„Nowe nastają czasy, niestety, aż nadto prozaiczne czasy: jakiś wewnętrzny niepokój trawi społeczeństwo ludzkie i odwraca je od rzeczy idealnych i podnioślejszych ku rzeczom poziomym, materialnym i ziemskim”.
„Przeżywamy czasy niezwykłe, coś się na świecie zepsuło: rozlała się wśród społeczeństwa szerokim potokiem niesłychana dotąd nienawiść. Tworzą się różne wzajemnie się zwalczające partje: brat występuje przeciwko bratu… że doprawdy, patrząc na to co się dzieje, człowiekowi i żyć już nie miło. Nienawiścią przejęci ludzie błotem obrzucają naszą przeszłość, co gorsza są już tacy, co tchną nienawiścią do własnej ojczyzny i do swoich rodaków”.
Słowa te napisał ksiądz Marceli Ciemniewski w latach dwudziestych ubiegłego wieku we wstępie do „Dzieje miasta Warki” i w słowie wstępnym do pierwszego numeru „Gawęd Wieczornych”. Minęło prawie sto lat od wydania tej publikacji, a słowa te stają się niestety w naszych czasach coraz bardziej jakże aktualne i prawdziwe. Kim był ksiądz Marceli Ciemniewski – wizjonerem czy wnikliwym obserwatorem swoich czasów, a jednocześnie „gorliwym kapłanem, żarliwym patriotą, miłośnikiem Warki”?

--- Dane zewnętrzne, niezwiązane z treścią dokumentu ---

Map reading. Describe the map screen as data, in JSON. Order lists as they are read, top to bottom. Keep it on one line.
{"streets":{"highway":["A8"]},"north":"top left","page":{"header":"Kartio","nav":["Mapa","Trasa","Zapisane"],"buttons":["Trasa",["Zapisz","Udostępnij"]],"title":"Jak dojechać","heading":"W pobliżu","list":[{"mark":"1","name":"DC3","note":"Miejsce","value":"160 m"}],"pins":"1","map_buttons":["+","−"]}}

Okres przełomu wieków, aż do lat dwudziestych ubiegłego wieku był w Polsce, Europie i na świecie bardzo burzliwy. Rozwój ruchu komunistycznego i powstanie na przełomie wieków partii komunistycznych w Rosji i w Królestwie Polskim, klęska Rosji w wojnie z Japonią (1904 – 1905), rewolucja w Rosji i jej echa w Polsce (1905), wreszcie I wojna światowa i niszcząca pożoga niespotykana dotąd w Europie jej towarzysząca oraz rewolucja październikowa w Rosji, której konsekwencją było powstanie ZSRR, pierwszego w świecie państwa komunistycznego, odzyskanie niepodległości i walka o granicę II RP (1918 – 1920), budowa nowego państwa i trudności jej towarzyszące m. in. hiperinflacja i reforma walutowa (1924). Wszystkie te wydarzenia w stopniu większym lub mniejszym odbiły się echem lub bezpośrednio dotyczyły Warki, małego biednego miasteczka nad Pilicą, którego lata chwały dawno już przeminęły. Proboszczem parafii wareckiej św. Mikołaja Biskupa w tym okresie był ks. Marceli Ciemniewski. Funkcję tą objął w 1897 r. i sprawował ją aż do śmierci w 1927 r.
Ród Ciemniewskich herbu Prawdzic wywodził się z Ciemniewa - małej wioski nad rzeczką Soną, nieopodal Ciechanowa na północnym Mazowszu. Protoplastą rodu był Jakub z Gołymina, wojewoda mazowiecki (II poł. XVI w.) zwany także Jakubem z Ciemniewa.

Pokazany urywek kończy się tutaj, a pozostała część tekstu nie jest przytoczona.